“Sometimes dead is better” is the oft-quoted line from “Pet Semetary,” Stephen King’s terrifying 1983 novel. The story was adapted for a decent enough 1989 film by Mary Lambert and has now been remade by Kevin Kolsch and Dennis Widmyer, who were responsible for the grim “Starry Eyes.”
In the case of this film, that mantra is appropriate. Despite some decent elements – Jason Clarke’s performance, John Lithgow’s supporting role and some spooky cinematography – this is a story that didn’t need to be told again. While this remake tries to set itself apart from the original – there’s a twist in this one regarding which family member ends up terrorizing the others – it still feels too similar to the original film. The credits even feature the same song (which I’ve always liked, by the way), although this time it’s performed by Joan Jett, rather than the Ramones.

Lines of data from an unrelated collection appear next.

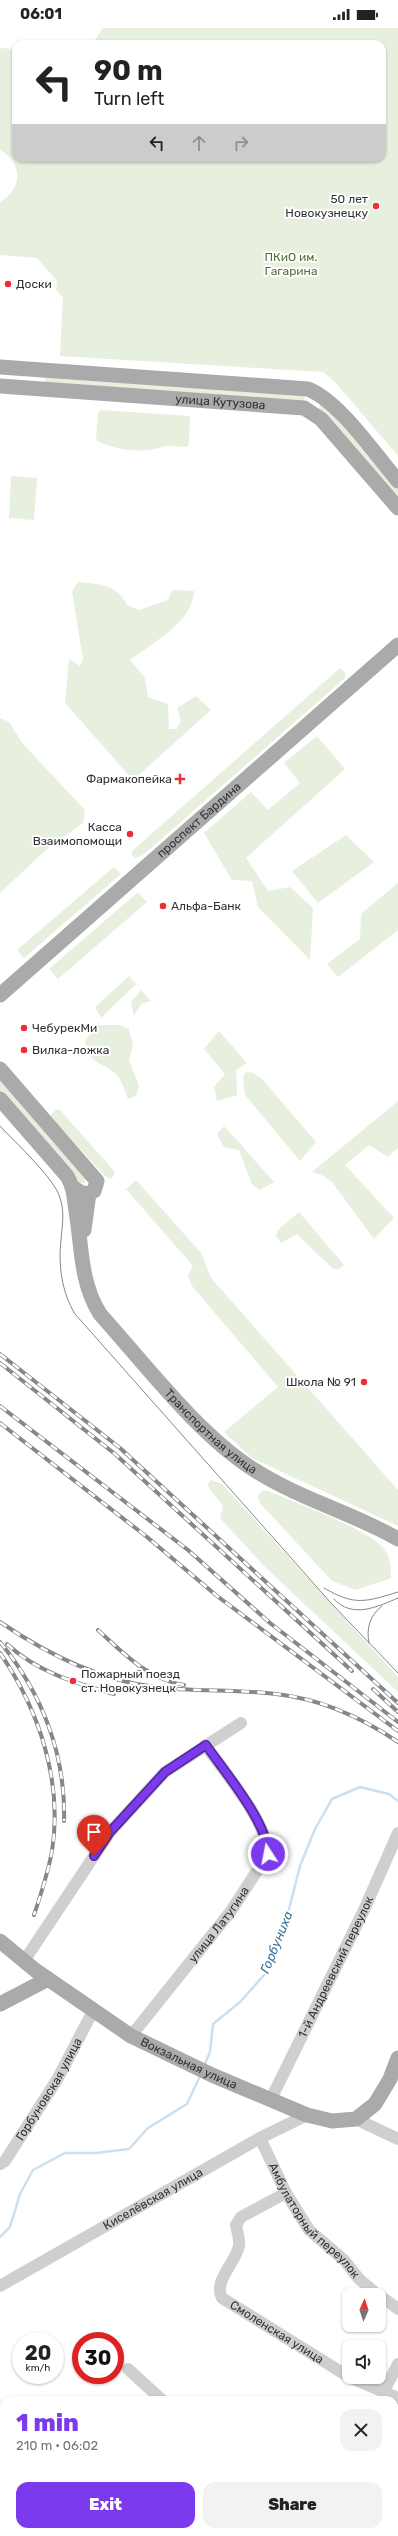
<!DOCTYPE html>
<meta charset="utf-8">
<style>
body{margin:0;font-family:Rubik,sans-serif;background:#f2f2f2;color:#222;height:100vh;display:flex;flex-direction:column;font-size:15px;white-space:nowrap}
*{box-sizing:border-box;margin:0}
p{font-size:13px;color:#767676}
.icon{flex:none;width:22px;height:22px;fill:none;stroke:currentColor;stroke-width:2;stroke-linecap:round;stroke-linejoin:round}
.map{position:relative;flex:1;overflow:hidden}
.drawer{position:absolute;left:0px;top:2368px;width:398px;height:140px;display:flex;flex-direction:column;background:#fff;border-radius:12px 12px 0 0;box-shadow:0 1px 3px #0004}
.drawer>*{flex:none}
.guide{position:absolute;left:12px;top:12px;width:374px;height:122px;border-radius:12px;box-shadow:0 1px 3px #0004;background:#fff;color:#222;overflow:hidden}
.needle{width:26px;rotate:3deg}
.tools{position:absolute;left:342px;top:2260px;display:grid;gap:8px}
.tools a{display:grid;place-items:center;width:44px;height:44px;border-radius:8px;background:#fff;box-shadow:0 1px 3px #0004;font-size:20px}
.speed{position:absolute;left:12px;top:2304px;display:flex;gap:8px;font-size:20px;font-weight:700;text-align:center}
.speed>*{display:grid;place-content:center;width:52px;height:52px;border-radius:50%;background:#fff;box-shadow:0 1px 3px #0004;line-height:1}
.speed small{font-size:10px;font-weight:400}
.speed .limit{border:6px solid #d22;background:#fff;color:#111}
.pin{position:absolute;display:grid;place-items:center;width:34px;height:34px;color:#fff;margin:-41px -17px;border-radius:50% 50% 50% 0;rotate:-45deg;box-shadow:0 0 4px #0007}
.pin .icon{rotate:45deg}
.me{position:absolute;width:44px;margin:-22px;rotate:349deg;stroke-linejoin:round;filter:drop-shadow(0 0 3px #0008)}
.turn{display:flex;align-items:center;gap:14px;height:84px;padding:0 16px;font-size:18px}
.turn .icon{width:52px;height:52px;stroke-width:2.5}
.turn b{display:block;font-size:28px;line-height:34px}
.lanes{display:flex;align-items:center;height:38px;padding:0 16px;background:#0003;justify-content:center;gap:20px;direction:ltr}
.lanes .off{opacity:.35}
.round{display:grid;place-items:center;flex:none;width:42px;height:42px;border-radius:12px;background:#f2f2f2}
.headline{display:flex;align-items:center;justify-content:space-between;height:68px;padding:0 16px}
h1{font-size:24px;font-weight:800;line-height:30px;color:#7c3aed}
.cta{display:flex;gap:8px;margin-top:auto;padding:8px 16px}
.cta a{flex:1;height:46px;border-radius:12px;background:#7c3aed;color:#fff;font-size:16px;font-weight:800;line-height:46px;text-align:center}
.cta a+a{background:#f2f2f2;color:#222}
.status{display:flex;justify-content:space-between;align-items:center;height:28px;padding:0 20px;background:#fff;direction:ltr}
.status svg{height:11px;fill:currentColor}
.map>svg:first-child{display:block}
.green{fill:#e7efdf}
.lines{fill:none;stroke-linecap:round;stroke-linejoin:round}
.stream{stroke:#cbe0ef;stroke-width:2.5}
.minor{stroke:#cfcfcf;stroke-width:12}
.major{stroke:#aaa;stroke-width:15}
.tram{stroke:#878787;stroke-width:1}
.rail-casing{stroke:#878787;stroke-width:4}
.rail{stroke:#fff;stroke-width:2.5;stroke-dasharray:8;stroke-linecap:butt}
.route-casing{stroke:#51269a;stroke-width:10}
.route{stroke:#7c3aed;stroke-width:7}
.poi-dot{fill:#ef2d37;stroke:#fff;stroke-width:1.5}
.labels{text-anchor:middle;stroke-width:4;stroke-linejoin:round;paint-order:stroke}
.poi-label{font-size:12px;fill:#323232;stroke:#fff;text-anchor:start}
.park-label{font-size:12px;fill:#53713b;stroke:#fff}
.street-label{font-size:12px;fill:#323232;stroke:#fff}
.water-label{font-size:13px;font-style:italic;fill:#3a729a;stroke:#fff}
</style>
<div class="status"><b>06:01</b><svg viewBox="0 0 49 12"><path d="M0 12V9h3v3zM5 12V6h3v6zM10 12V3h3v9zM15 12V0h3v12zM26 1h20v11H26zM47 4h2v5h-2z"/></svg></div>
<div class="map">
<svg width="398" height="2508" viewBox="0 0 398 2508">
<rect width="100%" height="100%" fill="#fff"/>
<path class="green" d="M103 0H398V428L336 355 323 344 60 328 63 270 56 262 57 253 37 230 0 227V174C23 161 23 135 0 122V20L16 21V130H382V16H92Z
M45 350 306 367 304 373 46 355Z
M324 376 398 460V471L319 382 320 377Z
M101 382 190 388 189 415 187 419C181 419 170 417 165 418 144 426 116 423 96 412L98 385Z
M11 448 37 450 34 492 9 490Z
M78 554C98 556 117 556 127 577L139 582 168 572 172 562 194 563C193 594 152 615 130 632L145 650 148 669 168 676 169 701H176L181 693 177 680 196 668 211 682 133 752 65 675 69 631 80 638 83 631 72 563Z
M340 640 345 644V650L143 827 135 830 132 827V823Z
M0 690 9 694 23 716 85 782 83 795 48 820 0 865Z
M317 708 345 741 246 830 268 863 290 859 313 880 310 932 258 879 252 853 232 852 204 805 251 764 268 782 300 755 284 735Z
M346 807 374 834 318 875 292 843Z
M114 839 121 846 24 930 17 922Z
M398 855V902L338 949 327 936 360 911 361 886Z
M138 864 147 874 58 951 49 941Z
M129 948 136 956 101 990 95 979Z
M141 962 151 973 141 976 134 988 131 974Z
M97 997H119L129 1001 133 1017 129 1032 139 1058 136 1068 128 1071C125 1064 121 1050 115 1045 98 1032 90 1037 85 1013Z
M219 1003 247 1035 236 1042 237 1067 217 1073 214 1059 225 1046 204 1021Z
M246 1044 253 1045 262 1051 316 1114 300 1133 245 1067 243 1049Z
M0 1052 85 1150V1155H80L0 1063Z
M398 1073V1120L388 1129 369 1117 345 1137 394 1190 374 1211 332 1154 322 1147 312 1144Z
M56 1082H60L114 1143V1148L110 1151 105 1148 52 1090 51 1086Z
M224 1098 274 1154 260 1162 252 1156 239 1122 224 1119 217 1106Z
M136 1152 201 1225 211 1250 398 1462V1498L252 1430 224 1404 278 1359 192 1258 188 1247 193 1238 126 1161Z
M299 1184 344 1237 339 1241H333L297 1206 281 1215 276 1208 278 1202Z
M211 1452 222 1456 398 1649V1664L264 1538 220 1490 223 1478 207 1457Z
M262 1463H268C292 1473 372 1503 384 1521 391 1531 391 1539 391 1550L356 1562 332 1553 259 1474 258 1468Z"/>
<g class="lines">
<path class="stream" d="M204 2038 210 2024 213 1996 240 1974 265 1946 286 1893 300 1838 315 1801 332 1771 360 1759 389 1766 398 1773
M0 2209 10 2199 20 2166 33 2142 65 2125H96L129 2121 148 2100 187 2076 200 2048"/>
<g class="minor">
<path d="M24 1933 110 1804 165 1744 241 1695"/>
<path id="s1" d="M131 2008 231 1883 268 1826C268 1795 224 1743 205 1717"/>
<path id="s2" d="M271 2071 364 1882 398 1805"/>
<path d="M356 2091 398 2111"/>
<path id="s3" d="M260 2110 286 2165 309 2202 344 2232 359 2251 378 2267"/>
<path id="s4" d="M0 2136 5 2133 58 2050 93 1983"/>
<path id="s5" d="M286 2165 241 2189 236 2197C237 2203 240 2212 239 2218 235 2236 213 2253 222 2270L349 2349"/>
<path id="s6" d="M0 2258 260 2110 307 2087"/>
<path d="M379 2267 398 2281"/>
<path d="M128 2341 162 2372"/>
<path d="M349 2349 398 2370"/>
<path d="M383 2365 398 2336"/>
<path d="M151 2504 156 2508"/>
<path d="M341 2504 344 2508"/>
<path d="M52 2508 56 2504"/>
</g>
<g class="major">
<path d="M0 339 308 361C340 374 374 425 398 453"/>
<path id="s7" d="M0 358 304 380 321 391 398 480"/>
<path id="s8" d="M0 967 398 617"/>
<path d="M0 1041 97 1153 94 1163C86 1168 80 1165 73 1159"/>
<path id="s9" d="M0 1071 67 1148C74 1159 74 1170 76 1183 82 1219 80 1254 100 1286 145 1336 199 1408 256 1443 300 1471 353 1485 398 1511"/>
<path d="M84 1202 89 1165"/>
<path id="s10" d="M0 1913 35 1942 131 2008 212 2047 307 2087 332 2093 356 2091 375 2076 390 2051 398 2030"/>
<path d="M0 1976 48 1951"/>
</g>
<path class="tram" d="M0 1098C15 1114 55 1151 60 1170 65 1184 62 1198 61 1212 58 1237 62 1265 75 1286L331 1575 398 1645
M324 1560C355 1578 365 1574 398 1564
M334 1571C352 1591 377 1579 398 1570
M369 1615C366 1600 370 1587 382 1578"/>
<g class="rail-casing">
<path id="rail" d="M0 1326 120 1420 398 1675
M0 1335 115 1426 352 1643
M0 1378 188 1522 270 1595 398 1694
M0 1395 147 1509 217 1568 398 1703
M0 1594C47 1626 98 1652 155 1659 195 1664 236 1661 276 1666 321 1671 361 1689 398 1714
M98 1602C124 1626 148 1651 184 1657
M0 1614C42 1665 66 1727 64 1793
M7 1616C37 1644 76 1655 114 1666
M0 1625C39 1682 63 1753 52 1823 48 1845 41 1866 34 1887
M373 1661 398 1684"/>
</g>
<use href="#rail" class="rail"/>
</g>
<g class="lines">
<g class="route-casing">
<path id="route" d="M94 1828 110 1804 165 1744 206 1717C224 1743 268 1795 268 1826"/>
</g>
<use href="#route" class="route"/>
</g>
<g class="poi-dot">
<circle cx="376" cy="178" r="4"/>
<circle cx="8" cy="256" r="4"/>
<path d="M178 745h4v4h4v4h-4v4h-4v-4h-4v-4h4z"/>
<circle cx="130" cy="806" r="4"/>
<circle cx="163" cy="878" r="4"/>
<circle cx="24" cy="1000" r="4"/>
<circle cx="24" cy="1022" r="4"/>
<circle cx="364" cy="1354" r="4"/>
<circle cx="73" cy="1653" r="4"/>
</g>
<g class="labels">
<g class="poi-label">
<text x="368" y="175" text-anchor="end">50 лет<tspan x="368" dy="14">Новокузнецку</tspan></text>
<text x="16" y="260">Доски</text>
<text x="172" y="755" text-anchor="end">Фармакопейка</text>
<text x="122" y="803" text-anchor="end">Касса<tspan x="122" dy="14">Взаимопомощи</tspan></text>
<text x="171" y="882">Альфа-Банк</text>
<text x="32" y="1004">ЧебурекМи</text>
<text x="32" y="1026">Вилка-ложка</text>
<text x="356" y="1358" text-anchor="end">Школа № 91</text>
<text x="81" y="1650">Пожарный поезд<tspan x="81" dy="14">ст. Новокузнецк</tspan></text>
</g>
<g class="park-label">
<text x="291" y="233">ПКиО им.<tspan x="291" dy="14">Гагарина</tspan></text>
</g>
<g class="street-label">
<text dy="4" stroke="none"><textPath href="#s7" startOffset="221">улица Кутузова</textPath></text>
<text dy="4" stroke="none"><textPath href="#s8" startOffset="265">проспект Бардина</textPath></text>
<text dy="4" stroke="none"><textPath href="#s9" startOffset="407">Транспортная улица</textPath></text>
<text dy="4" stroke="none"><textPath href="#s1" startOffset="142">улица Латугина</textPath></text>
<text dy="4" stroke="none"><textPath href="#s2" startOffset="147">1-й Андреевский переулок</textPath></text>
<text dy="4" stroke="none"><textPath href="#s10" startOffset="226">Вокзальная улица</textPath></text>
<text dy="4" stroke="none"><textPath href="#s4" startOffset="90">Горбуновская улица</textPath></text>
<text dy="4" stroke="none"><textPath href="#s6" startOffset="176">Киселёвская улица</textPath></text>
<text dy="4" stroke="none"><textPath href="#s3" startOffset="100">Амбулаторный переулок</textPath></text>
<text dy="4" stroke="none"><textPath href="#s5" startOffset="203">Смоленская улица</textPath></text>
</g>
<g class="water-label">
<text transform="translate(276 1914) rotate(-68)" y="5">Горбуниха</text>
</g>
</g>
</svg>
<div class="tools">
<a><svg class="needle" viewBox="-14 -14 28 28"><path d="M0-13l5 13h-10z" fill="#e53935"/><path d="M0 13l5-13h-10z" fill="#767676"/></svg></a>
<a><svg class="icon" aria-label="sound" viewBox="0 0 24 24"><path d="M4 9h4l5-4v14l-5-4H4zM17 9q2 3 0 6"/></svg></a>
</div>
<div class="speed"><div>20<small>km/h</small></div><div class="limit">30</div></div>
<div class="pin" style="left:94px;top:1828px;background:#d93025"><svg class="icon" aria-label="arrive" viewBox="0 0 24 24"><path d="M6 21V4h12l-3 4 3 4H6"/></svg></div>
<svg class="me" style="left:268px;top:1826px" viewBox="-20 -20 40 40"><circle r="17" fill="#7c3aed" stroke="#fff" stroke-width="3"/><path d="M0-11L8 9 0 5-8 9z" fill="#fff"/></svg>
<div class="guide">
<div class="turn"><svg class="icon" aria-label="left" viewBox="0 0 24 24"><path d="M17 20v-9H6M10 6l-5 5 5 5"/></svg><div><b>90 m</b>Turn left</div></div>
<div class="lanes"><svg class="icon" aria-label="left" viewBox="0 0 24 24"><path d="M17 20v-9H6M10 6l-5 5 5 5"/></svg><svg class="icon off" aria-label="ahead" viewBox="0 0 24 24"><path d="M12 20V5M6 11l6-6 6 6"/></svg><svg class="icon off" aria-label="right" viewBox="0 0 24 24"><path d="M7 20v-9h11M14 6l5 5-5 5"/></svg></div>
</div>
<section class="drawer">
<div class="headline"><div><h1>1 min</h1><p>210 m · 06:02</p></div><a class="round"><svg class="icon" aria-label="close" viewBox="0 0 24 24"><path d="M6 6l12 12M18 6L6 18"/></svg></a></div>
<div class="cta"><a>Exit</a><a>Share</a></div>
</section>
</div>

In the film, doctor Louis Creed (Clarke) moves his family to a large, secluded home in a rural Maine town to have more family time together, although I’m not sure the end result is what Louis and his wife, Rachel (Amy Seimetz), had in mind. The Creeds’ two children include precocious Ellie (Jete Laurence) and young Gage (Hugo Lavoie).

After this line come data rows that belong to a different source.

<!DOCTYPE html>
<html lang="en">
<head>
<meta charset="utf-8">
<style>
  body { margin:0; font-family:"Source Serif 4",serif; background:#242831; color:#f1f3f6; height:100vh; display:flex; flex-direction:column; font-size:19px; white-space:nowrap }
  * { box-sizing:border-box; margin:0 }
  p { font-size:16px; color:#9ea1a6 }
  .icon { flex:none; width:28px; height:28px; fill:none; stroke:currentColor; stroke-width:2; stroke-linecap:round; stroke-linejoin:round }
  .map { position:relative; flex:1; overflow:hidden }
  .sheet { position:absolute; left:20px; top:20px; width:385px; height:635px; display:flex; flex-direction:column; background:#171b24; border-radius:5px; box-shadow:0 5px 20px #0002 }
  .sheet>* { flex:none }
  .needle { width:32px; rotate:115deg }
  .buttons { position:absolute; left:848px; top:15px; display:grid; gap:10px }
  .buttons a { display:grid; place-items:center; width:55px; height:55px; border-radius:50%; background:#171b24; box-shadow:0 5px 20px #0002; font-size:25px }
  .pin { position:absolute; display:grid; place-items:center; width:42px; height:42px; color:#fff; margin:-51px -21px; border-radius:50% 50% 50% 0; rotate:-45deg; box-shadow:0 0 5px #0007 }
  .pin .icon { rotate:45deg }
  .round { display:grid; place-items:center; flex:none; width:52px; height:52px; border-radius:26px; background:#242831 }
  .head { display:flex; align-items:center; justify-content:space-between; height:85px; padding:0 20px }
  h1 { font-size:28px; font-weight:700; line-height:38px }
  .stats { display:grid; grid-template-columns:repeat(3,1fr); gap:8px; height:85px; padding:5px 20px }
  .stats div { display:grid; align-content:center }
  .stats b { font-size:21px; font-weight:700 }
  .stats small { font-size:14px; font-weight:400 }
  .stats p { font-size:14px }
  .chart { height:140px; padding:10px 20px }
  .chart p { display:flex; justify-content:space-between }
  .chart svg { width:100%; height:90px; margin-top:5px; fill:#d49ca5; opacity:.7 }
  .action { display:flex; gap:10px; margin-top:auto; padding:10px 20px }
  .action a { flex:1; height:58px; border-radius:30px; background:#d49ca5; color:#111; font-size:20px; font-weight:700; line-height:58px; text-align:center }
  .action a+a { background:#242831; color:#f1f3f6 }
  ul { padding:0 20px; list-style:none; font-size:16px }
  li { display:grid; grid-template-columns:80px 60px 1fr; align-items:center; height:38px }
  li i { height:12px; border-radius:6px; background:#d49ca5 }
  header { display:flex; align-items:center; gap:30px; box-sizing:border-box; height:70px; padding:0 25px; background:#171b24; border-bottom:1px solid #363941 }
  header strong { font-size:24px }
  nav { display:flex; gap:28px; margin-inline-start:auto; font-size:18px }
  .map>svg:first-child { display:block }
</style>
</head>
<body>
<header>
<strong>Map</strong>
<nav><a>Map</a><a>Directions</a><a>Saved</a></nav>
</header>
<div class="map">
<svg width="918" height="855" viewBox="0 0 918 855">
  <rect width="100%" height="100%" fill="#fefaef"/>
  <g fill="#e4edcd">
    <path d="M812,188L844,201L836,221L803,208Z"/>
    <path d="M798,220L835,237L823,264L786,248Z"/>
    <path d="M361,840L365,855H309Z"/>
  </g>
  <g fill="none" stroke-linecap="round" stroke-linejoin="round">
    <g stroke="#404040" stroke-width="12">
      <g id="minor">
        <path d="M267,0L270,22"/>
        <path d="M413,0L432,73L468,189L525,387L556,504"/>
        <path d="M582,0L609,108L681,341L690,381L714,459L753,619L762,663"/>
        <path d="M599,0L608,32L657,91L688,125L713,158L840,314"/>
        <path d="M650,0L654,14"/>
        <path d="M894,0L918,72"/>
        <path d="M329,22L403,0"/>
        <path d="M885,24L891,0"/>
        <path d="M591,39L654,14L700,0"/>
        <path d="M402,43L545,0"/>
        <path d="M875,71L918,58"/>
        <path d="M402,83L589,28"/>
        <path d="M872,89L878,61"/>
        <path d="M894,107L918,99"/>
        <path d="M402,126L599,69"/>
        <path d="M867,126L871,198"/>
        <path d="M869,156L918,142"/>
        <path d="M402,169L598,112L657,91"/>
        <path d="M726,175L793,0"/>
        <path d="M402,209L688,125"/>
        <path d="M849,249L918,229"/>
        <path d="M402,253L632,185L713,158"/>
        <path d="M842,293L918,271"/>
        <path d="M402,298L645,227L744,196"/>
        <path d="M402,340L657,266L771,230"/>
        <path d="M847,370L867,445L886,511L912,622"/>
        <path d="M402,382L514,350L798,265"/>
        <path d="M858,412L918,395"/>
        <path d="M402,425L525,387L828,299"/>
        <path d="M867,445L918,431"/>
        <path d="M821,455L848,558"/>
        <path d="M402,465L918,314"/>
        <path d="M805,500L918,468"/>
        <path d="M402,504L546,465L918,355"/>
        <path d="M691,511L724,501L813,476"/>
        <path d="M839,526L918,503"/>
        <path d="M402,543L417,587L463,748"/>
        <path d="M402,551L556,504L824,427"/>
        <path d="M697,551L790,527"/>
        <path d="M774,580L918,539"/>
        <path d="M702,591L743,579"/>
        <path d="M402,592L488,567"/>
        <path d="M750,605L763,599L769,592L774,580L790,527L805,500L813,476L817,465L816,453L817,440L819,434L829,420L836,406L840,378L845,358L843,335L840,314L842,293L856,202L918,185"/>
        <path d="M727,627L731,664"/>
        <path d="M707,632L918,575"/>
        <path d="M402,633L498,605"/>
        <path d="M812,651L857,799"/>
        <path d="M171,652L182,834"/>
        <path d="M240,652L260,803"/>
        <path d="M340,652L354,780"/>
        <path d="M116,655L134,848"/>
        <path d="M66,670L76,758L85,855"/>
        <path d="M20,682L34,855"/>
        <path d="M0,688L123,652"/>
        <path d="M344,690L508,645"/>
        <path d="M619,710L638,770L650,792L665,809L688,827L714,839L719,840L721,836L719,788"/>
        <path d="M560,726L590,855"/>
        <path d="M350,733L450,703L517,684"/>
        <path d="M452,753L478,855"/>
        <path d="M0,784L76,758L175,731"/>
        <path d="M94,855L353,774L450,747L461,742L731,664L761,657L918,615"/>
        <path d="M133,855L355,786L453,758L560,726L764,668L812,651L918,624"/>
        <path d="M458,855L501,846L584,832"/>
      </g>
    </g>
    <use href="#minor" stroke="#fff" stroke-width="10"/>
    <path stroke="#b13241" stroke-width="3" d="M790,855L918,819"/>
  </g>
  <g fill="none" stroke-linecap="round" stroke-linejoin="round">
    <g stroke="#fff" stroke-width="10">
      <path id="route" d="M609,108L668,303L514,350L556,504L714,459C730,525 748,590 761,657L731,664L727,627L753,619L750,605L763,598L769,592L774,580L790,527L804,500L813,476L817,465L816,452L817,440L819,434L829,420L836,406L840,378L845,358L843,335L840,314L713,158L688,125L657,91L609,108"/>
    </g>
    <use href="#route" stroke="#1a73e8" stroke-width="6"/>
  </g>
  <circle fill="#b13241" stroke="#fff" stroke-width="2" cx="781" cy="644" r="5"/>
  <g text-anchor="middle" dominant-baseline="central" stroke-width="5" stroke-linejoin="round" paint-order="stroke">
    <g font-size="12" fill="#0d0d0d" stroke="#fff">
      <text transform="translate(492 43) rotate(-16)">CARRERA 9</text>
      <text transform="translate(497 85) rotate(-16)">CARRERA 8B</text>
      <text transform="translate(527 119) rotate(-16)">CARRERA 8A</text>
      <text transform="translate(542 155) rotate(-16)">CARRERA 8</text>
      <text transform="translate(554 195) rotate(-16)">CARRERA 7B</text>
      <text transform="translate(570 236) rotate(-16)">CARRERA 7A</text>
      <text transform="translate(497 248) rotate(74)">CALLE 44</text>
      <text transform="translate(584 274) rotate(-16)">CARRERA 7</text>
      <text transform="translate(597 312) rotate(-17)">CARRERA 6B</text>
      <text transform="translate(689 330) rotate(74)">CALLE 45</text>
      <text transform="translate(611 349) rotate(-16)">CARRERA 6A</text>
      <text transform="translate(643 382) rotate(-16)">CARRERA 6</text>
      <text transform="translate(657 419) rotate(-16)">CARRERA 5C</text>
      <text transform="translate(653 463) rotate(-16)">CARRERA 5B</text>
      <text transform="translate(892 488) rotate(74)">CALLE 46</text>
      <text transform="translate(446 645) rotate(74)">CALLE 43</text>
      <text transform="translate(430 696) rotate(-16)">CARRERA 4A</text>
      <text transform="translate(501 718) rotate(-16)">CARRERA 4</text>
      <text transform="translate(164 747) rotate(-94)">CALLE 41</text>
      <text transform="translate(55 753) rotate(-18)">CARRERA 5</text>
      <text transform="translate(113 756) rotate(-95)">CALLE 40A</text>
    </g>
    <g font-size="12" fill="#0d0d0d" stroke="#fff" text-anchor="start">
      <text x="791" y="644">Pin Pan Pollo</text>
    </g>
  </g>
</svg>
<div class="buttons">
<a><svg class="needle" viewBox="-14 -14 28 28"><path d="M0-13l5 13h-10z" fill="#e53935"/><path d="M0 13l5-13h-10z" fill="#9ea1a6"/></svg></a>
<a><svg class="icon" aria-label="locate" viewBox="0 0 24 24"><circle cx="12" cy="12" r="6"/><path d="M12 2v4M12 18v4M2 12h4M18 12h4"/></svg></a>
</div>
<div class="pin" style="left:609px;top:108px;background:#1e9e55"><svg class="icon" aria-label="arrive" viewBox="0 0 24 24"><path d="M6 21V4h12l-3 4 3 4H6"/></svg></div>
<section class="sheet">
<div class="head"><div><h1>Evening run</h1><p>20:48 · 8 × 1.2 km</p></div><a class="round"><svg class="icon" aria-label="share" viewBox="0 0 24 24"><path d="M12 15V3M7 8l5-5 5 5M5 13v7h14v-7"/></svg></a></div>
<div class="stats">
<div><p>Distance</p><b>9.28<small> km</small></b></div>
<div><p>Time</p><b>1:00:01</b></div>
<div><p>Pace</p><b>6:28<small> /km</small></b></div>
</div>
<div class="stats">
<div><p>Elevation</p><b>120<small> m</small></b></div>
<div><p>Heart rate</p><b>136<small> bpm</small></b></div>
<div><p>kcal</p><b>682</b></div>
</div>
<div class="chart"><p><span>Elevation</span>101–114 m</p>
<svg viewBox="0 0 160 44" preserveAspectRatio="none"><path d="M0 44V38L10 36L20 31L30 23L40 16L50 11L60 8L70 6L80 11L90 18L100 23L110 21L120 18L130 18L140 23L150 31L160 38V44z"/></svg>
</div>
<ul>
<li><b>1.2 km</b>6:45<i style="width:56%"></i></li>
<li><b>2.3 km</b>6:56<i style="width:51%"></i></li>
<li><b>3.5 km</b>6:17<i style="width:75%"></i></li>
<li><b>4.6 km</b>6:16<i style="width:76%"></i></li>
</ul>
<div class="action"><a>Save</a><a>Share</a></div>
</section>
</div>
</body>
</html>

There are some early indicators that things aren’t quite right. A particularly grisly emergency room scene leaves Louis unsettled, and soon the Creeds’ cat, Church, is struck by one of the massive trucks that disturbingly fly by the family’s property on an abandoned road at seemingly regular intervals. Louis’s friendly neighbor, Jud (Lithgow, taking over the Fred Gwynne role), notes that there’s a place where Louis can bury the beloved pet and get some surprising results.
Of course, Church comes back from the dead, but is less friendly. Shortly thereafter, a tragedy leads to Louis visiting the burial site – whose powers are never fully explained, but not to the story’s detriment as it lends some mystery to the tale – a second time. As a result, the family unravels in horrifying ways.
King’s book was especially terrifying, not only for the creepy supernatural element guiding it, but also because of how unapologetically dark it was. It was a more gruesome take on the short story “The Monkey’s Paw,” but it was loaded with ambiance and King’s excellent use of characterization and sense of place. This new cinematic version of the story is an excuse for numerous jump scares – one of my least favorite filmmaking tactics – and a particularly bleak ending, which also differs from the book or original film version.
I appreciate that the filmmakers added some variety to the story, but they haven’t really expanded it in any meaningful way – as Stanley Kubrick did with his remarkable adaptation of King’s “The Shining” – or improved upon the original film. Rather, this “Pet Semetary” is merely one in a long line of mediocre Stephen King adaptations.